From Richard M. Nixon through John McCain, a span of 48 years, every Republican presidential candidate save for Gerald R. Ford and Bob Dole has claimed ties to the Sun Belt. The last Republican president, George W. Bush, made a point of fixing his political compass in Texas once he was done with Yale and Harvard Business School, complete with what many heard as a slightly exaggerated drawl, as had his father, a Connecticut Yankee turned Texas oilman.
Yet as Republicans gather here this week, they are nominating for president a governor of Massachusetts who was born in Michigan and, for vice president, a congressman from Wisconsin. Meanwhile, Sun Belt states that were once reliable parts of the Republican electoral map are turning blue or have turned blue, like California. Only Southern notches of the belt remain. And the sunny symbol of Ronald Reagan in a cowboy hat cutting wood, as good an image of the Sun Belt spirit as there was, has given way to the angrier politics of the Tea Party, which embraces much of the same anti-government message but with a decidedly different tone.
The Sun Belt remains an economic, political and cultural force.

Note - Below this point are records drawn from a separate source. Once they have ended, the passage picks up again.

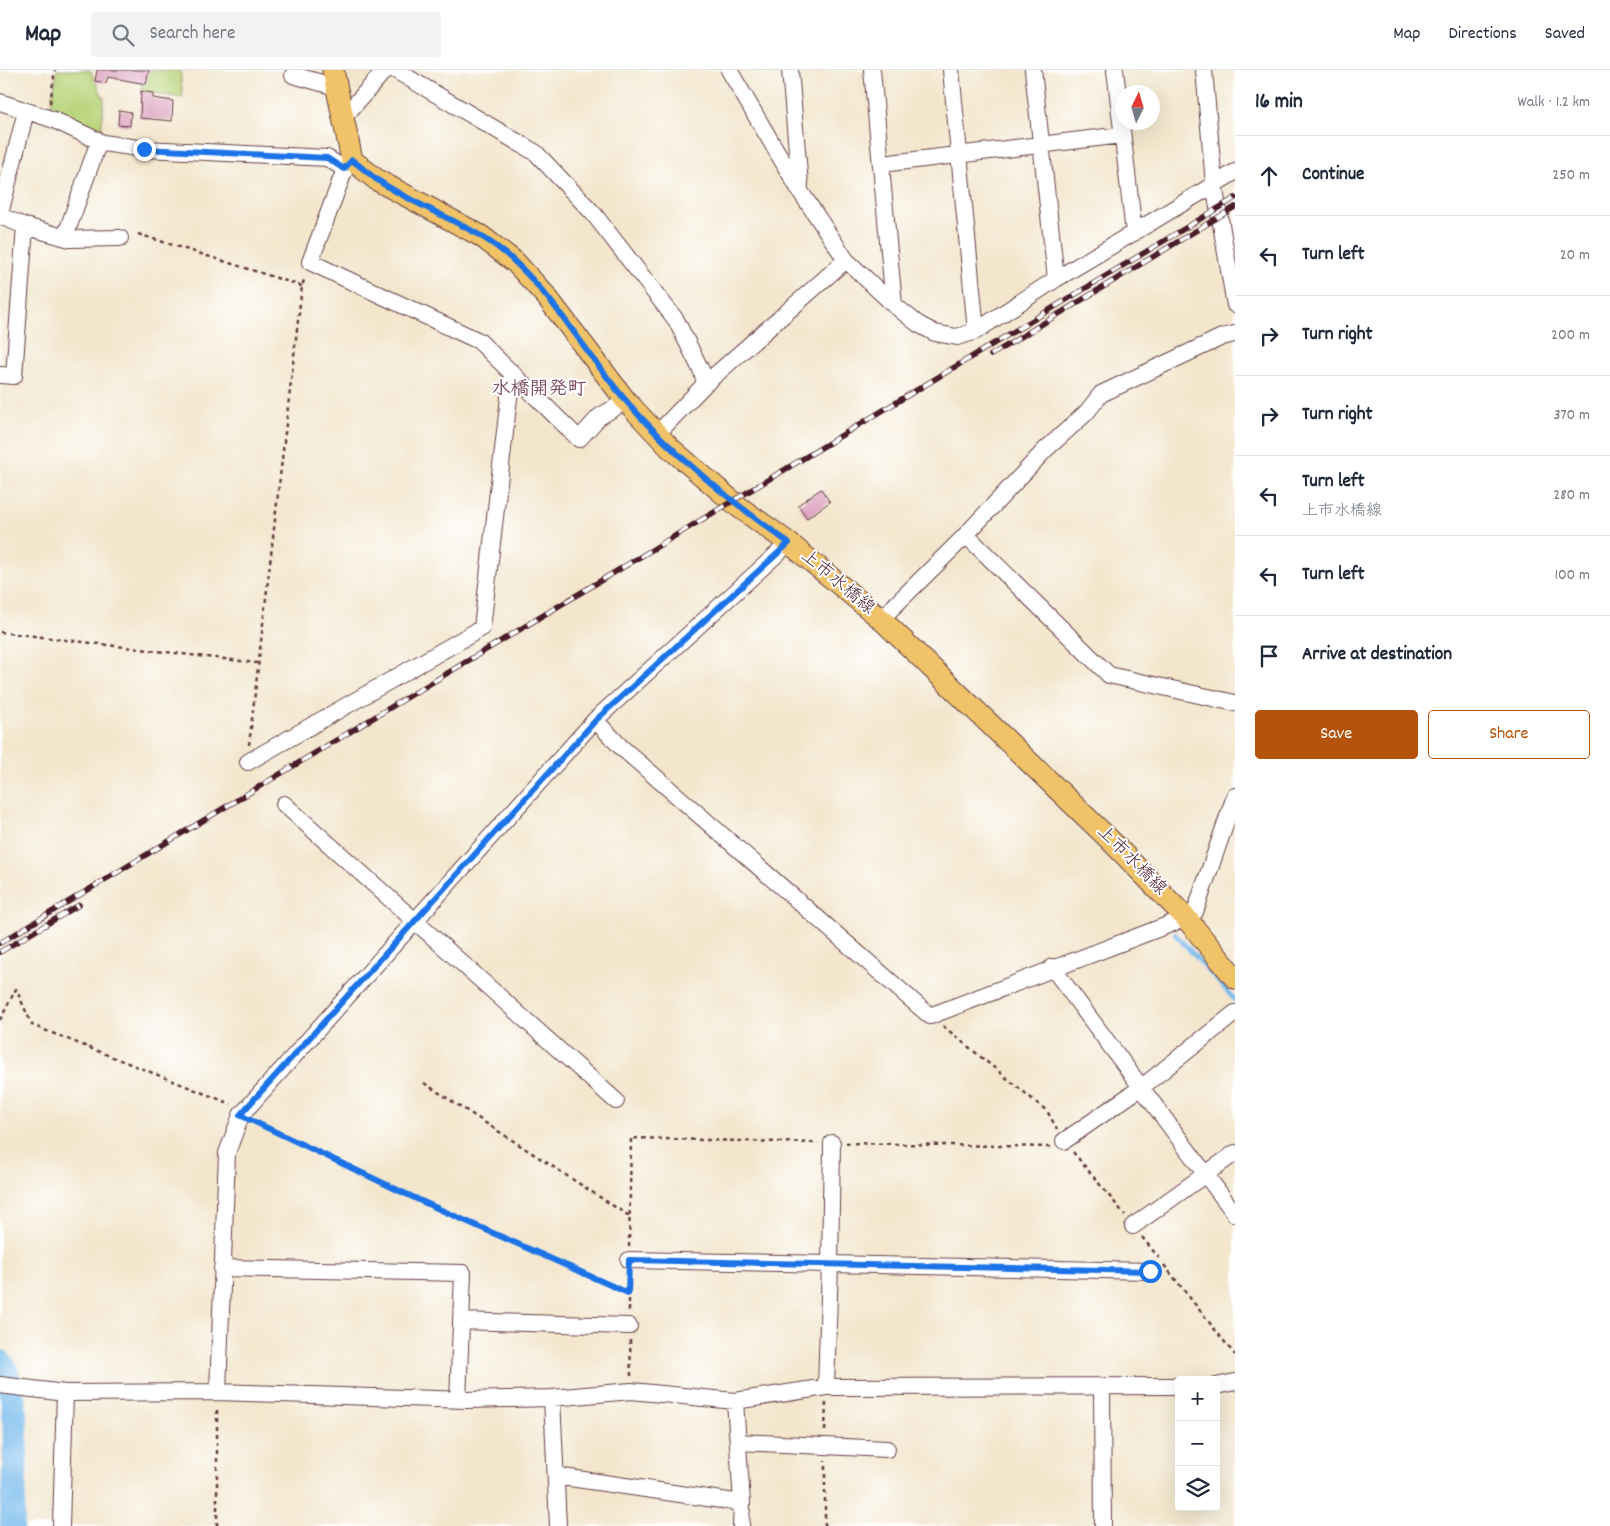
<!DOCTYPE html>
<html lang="en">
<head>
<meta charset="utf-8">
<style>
  body { margin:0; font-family:Dekko,"Klee One",sans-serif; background:#f2f2f3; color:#1f2937 }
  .controls { position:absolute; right:15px; bottom:15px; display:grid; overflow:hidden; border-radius:5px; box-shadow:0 5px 20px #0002 }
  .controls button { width:45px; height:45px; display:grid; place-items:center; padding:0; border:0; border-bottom:1px solid #e0e1e3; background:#fff; color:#1f2937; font:25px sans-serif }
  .compass { position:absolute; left:1115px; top:15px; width:45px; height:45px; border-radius:50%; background:#fff; box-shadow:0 5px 20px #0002; rotate:5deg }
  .stop { position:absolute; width:15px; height:15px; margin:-11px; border:4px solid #1a73e8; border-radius:50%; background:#fff }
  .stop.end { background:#1a73e8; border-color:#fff; box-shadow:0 1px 5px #0008 }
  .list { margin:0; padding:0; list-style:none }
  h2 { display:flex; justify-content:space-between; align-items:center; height:65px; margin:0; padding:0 20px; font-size:21px }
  h2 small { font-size:16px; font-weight:400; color:#747a83 }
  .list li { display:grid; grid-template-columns:32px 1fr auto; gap:15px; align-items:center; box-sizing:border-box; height:80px; padding:0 20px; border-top:1px solid #e0e1e3 }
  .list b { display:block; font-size:19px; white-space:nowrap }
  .list p { margin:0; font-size:16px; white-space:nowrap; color:#747a83 }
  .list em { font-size:16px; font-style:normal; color:#747a83 }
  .actions { display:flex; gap:10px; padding:15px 20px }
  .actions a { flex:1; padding:11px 0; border:1px solid #b45309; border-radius:5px; text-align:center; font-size:18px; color:#b45309 }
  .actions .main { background:#b45309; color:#fff }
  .icon { flex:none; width:28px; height:28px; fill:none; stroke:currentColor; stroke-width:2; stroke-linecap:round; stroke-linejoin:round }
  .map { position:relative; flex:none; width:1235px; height:1456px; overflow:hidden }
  header { display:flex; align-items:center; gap:30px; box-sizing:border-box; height:70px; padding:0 25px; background:#fff; border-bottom:1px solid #e0e1e3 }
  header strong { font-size:24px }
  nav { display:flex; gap:28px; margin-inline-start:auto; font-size:18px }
  .search { width:350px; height:45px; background:#f2f2f3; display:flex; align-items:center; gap:12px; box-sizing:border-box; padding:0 18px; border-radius:5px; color:#747a83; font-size:19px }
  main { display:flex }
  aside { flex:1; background:#fff }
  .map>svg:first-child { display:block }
  .green { fill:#b9d47a; stroke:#827a52 }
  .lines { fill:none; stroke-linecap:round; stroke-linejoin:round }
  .stream { stroke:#76b9ec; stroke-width:4.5 }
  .river { stroke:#76b9ec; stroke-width:25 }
  .building { fill:#dda3c0 }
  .minor-casing { stroke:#633d43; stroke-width:18 }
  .major-casing { stroke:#633d43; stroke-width:23 }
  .path { stroke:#633d43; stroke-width:2.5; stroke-dasharray:4 4; stroke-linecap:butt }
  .minor { stroke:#fff; stroke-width:16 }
  .major { stroke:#f0c369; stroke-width:21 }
  .rail-casing { stroke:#4a1f2b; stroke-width:5.5 }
  .rail { stroke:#fff; stroke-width:4; stroke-dasharray:11; stroke-linecap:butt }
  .route { stroke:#1a73e8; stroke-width:6 }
  .labels { text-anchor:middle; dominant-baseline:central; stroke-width:4; stroke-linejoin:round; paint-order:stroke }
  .street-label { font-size:18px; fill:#4a1f2b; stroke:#fff }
  .neighbourhood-label { font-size:19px; font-weight:bold; fill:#7d4d5f; stroke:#fff }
</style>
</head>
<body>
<header>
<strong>Map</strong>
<div class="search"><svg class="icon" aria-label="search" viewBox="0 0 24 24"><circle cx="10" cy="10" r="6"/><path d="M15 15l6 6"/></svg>Search here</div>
<nav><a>Map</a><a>Directions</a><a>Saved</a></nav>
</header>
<main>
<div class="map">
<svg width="1235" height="1456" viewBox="0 0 1235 1456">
  <rect width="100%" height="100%" fill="#fff"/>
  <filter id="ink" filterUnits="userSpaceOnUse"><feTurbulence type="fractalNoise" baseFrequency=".02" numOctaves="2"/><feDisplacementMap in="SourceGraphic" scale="10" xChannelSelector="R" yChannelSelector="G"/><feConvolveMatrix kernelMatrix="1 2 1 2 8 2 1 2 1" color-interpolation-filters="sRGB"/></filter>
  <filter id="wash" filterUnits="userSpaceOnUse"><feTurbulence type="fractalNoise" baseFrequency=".0096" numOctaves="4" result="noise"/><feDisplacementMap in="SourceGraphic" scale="20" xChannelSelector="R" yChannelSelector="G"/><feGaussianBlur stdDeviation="1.12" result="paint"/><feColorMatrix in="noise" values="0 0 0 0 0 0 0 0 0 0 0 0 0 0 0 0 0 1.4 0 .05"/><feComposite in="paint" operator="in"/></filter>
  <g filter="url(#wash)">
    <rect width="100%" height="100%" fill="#f3e6cd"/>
    <path class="green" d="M 57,0 L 90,0 L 104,29 L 101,63 L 76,49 L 50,42 Z
      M 149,0 L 180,0 L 183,28 L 141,21 L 143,7 Z"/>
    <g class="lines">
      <path class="stream" d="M 1175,864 L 1235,930"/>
      <path class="river" d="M 0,1292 C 24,1322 13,1416 12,1456"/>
    </g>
    <g id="blocks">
      <path class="building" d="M 97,0 L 149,0 L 146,14 L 108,7 L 106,13 L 95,11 Z
        M 141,21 L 153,23 L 153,28 L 173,31 L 172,51 L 140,48 Z
        M 119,40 L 131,42 L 130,56 L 118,55 Z
        M 821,419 L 830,432 L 807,448 L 798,435 Z"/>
    </g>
  </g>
  <g filter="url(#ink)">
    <use href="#blocks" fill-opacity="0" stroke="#633d43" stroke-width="1"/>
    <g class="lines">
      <defs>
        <path id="minor" d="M 395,0 L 536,83 L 593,143 L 676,250 L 702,302 L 705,314 L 657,364
          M 729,0 L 800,121 L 846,190 L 894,235 L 918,254 L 935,263 L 957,267 L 976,261 L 1056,209 L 1235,102
          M 790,0 L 800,115
          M 872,0 L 894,235
          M 951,0 L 976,261
          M 1033,0 L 1056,209
          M 1115,0 L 1134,163
          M 1204,0 L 1214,114 L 1235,235
          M 293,5 L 336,17
          M 0,32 L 54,50 L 103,73 L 145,79 L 327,88 L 345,99
          M 343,48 L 385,0
          M 352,90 L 345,99 L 310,192 L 479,271 L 579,369 L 599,347 L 626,331
          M 882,94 L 1122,65
          M 0,144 L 26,41
          M 0,146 L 25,156 L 14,306 L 0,305
          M 25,156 L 70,169 L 120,168
          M 65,167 L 99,71
          M 705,314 L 846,190
          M 966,465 L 1109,605 L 1235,633
          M 881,549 L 962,469 L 1045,380 L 1086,343 L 1101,324 L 1222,267 L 1235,264
          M 595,650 L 621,677 L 930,946 L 1186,848 L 1195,842 L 1235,726
          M 248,692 L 482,558 L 512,302
          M 284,734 L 616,1031
          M 1052,897 L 1235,1144
          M 1064,1071 L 1142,1017 L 1235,943
          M 832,1073 L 830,1194 L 1150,1201
          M 1133,1156 L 1235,1083
          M 629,1190 L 830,1194 L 826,1317
          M 222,1198 L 463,1203 L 458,1330
          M 461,1251 L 629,1256
          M 0,1315 L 65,1323 L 218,1322 L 467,1330 L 552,1328 L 631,1321 L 735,1331 L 826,1317 L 1179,1316
          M 1102,1316 L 1103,1456
          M 1216,1316 L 1235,1312
          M 218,1322 L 227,1083 L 241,1045 L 595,650 L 789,473
          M 552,1328 L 558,1456
          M 735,1331 L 742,1433 L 741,1456
          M 738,1372 L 887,1379
          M 556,1406 L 742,1433
          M 61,1456 L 65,1323"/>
        <path id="major" d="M 333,0 L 352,90 L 377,110 L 481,166 L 515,192 L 546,226 L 626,331 L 670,378 L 739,437 L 789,473 L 881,549 L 1110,770 L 1186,848 L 1235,908"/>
      </defs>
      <use href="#minor" class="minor-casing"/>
      <use href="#major" class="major-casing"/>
      <path class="path" d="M 50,33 L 55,0
        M 138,164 L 302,216
        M 0,562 L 257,593
        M 249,675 L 302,216 L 305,207
        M 0,950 L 16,919 L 32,955 L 231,1034
        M 943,956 L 1047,1041 L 1057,1059
        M 424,1013 L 629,1146
        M 255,1052 L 421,1131 L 628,1223
        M 846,1073 L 1050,1077
        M 1073,1082 L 1125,1145
        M 1142,1167 L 1159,1188
        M 629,1177 L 631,1068 L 818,1073
        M 1164,1195 L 1235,1285
        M 629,1205 L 629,1242
        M 630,1270 L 631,1307
        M 825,1361 L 826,1331
        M 217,1456 L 217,1336
        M 825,1456 L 825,1391"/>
      <use href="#minor" class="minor"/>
      <use href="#major" class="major"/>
      <defs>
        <path id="rail" d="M 991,285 L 1235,137
          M 0,873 L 1235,128
          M 0,882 L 79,835"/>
      </defs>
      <use href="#rail" class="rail-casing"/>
      <use href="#rail" class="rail"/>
    </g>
  </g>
  <g class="lines" filter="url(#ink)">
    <path class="route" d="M 144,79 L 327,88 L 344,99 L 352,90 C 360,96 368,103 376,109 C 420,140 476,154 515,192 C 559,233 588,287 627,332 C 674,386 731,431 789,473 L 596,650 L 240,1045 L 421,1131 L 628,1223 L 629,1190 L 1150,1201"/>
  </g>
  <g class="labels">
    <g class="street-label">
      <text transform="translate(837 513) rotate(40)">上市水橋線</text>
      <text transform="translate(1131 791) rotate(45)">上市水橋線</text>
    </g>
    <g class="neighbourhood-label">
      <text x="539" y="320">水橋開発町</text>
    </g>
  </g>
</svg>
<div class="controls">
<button>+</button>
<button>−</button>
<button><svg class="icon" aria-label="layers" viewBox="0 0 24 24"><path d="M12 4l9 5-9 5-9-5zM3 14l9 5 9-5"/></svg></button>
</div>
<svg class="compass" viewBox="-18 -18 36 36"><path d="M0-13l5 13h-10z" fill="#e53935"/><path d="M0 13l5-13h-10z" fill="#747a83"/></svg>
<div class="stop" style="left:1150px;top:1201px"></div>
<div class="stop end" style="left:144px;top:79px"></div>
</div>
<aside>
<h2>16 min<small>Walk · 1.2 km</small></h2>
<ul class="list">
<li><svg class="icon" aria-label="ahead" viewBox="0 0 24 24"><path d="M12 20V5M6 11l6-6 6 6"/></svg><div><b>Continue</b></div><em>250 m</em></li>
<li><svg class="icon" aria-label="left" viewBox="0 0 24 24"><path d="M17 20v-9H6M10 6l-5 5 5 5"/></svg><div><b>Turn left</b></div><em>20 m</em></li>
<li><svg class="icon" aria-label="right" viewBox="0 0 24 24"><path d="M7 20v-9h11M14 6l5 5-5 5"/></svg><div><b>Turn right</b></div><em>200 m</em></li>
<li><svg class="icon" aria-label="right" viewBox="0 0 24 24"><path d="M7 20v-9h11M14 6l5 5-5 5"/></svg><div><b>Turn right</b></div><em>370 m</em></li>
<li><svg class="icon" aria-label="left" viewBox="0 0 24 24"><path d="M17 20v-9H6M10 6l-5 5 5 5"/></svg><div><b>Turn left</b><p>上市水橋線</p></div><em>280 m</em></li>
<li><svg class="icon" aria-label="left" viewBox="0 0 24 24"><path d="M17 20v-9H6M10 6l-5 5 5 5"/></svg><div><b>Turn left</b></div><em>100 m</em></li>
<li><svg class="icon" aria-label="arrive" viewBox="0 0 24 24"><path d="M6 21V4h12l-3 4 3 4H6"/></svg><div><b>Arrive at destination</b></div></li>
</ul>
<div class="actions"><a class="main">Save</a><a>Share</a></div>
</aside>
</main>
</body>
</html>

But the 40th Republican National Convention is a sign that the Republicans’ grip on it is loosening. The nominations of Mitt Romney and Paul D. Ryan could mark the end of an era.
“It’s really a dramatic change in the 30-some-odd years since I ran Reagan’s campaign,” said Ed Rollins, a Republican consultant. “I began with a base, even when we were 30 points down, when Reagan asked me to run his campaign. The West Coast is gone, and those are big numbers.” Stuart Spencer, another senior Reagan campaign adviser, said Reagan at once personified and defined himself as a creature of the Sun Belt. “That’s where we started, and we added from there,” he said. “But Colorado is in play now. Nevada is in play.”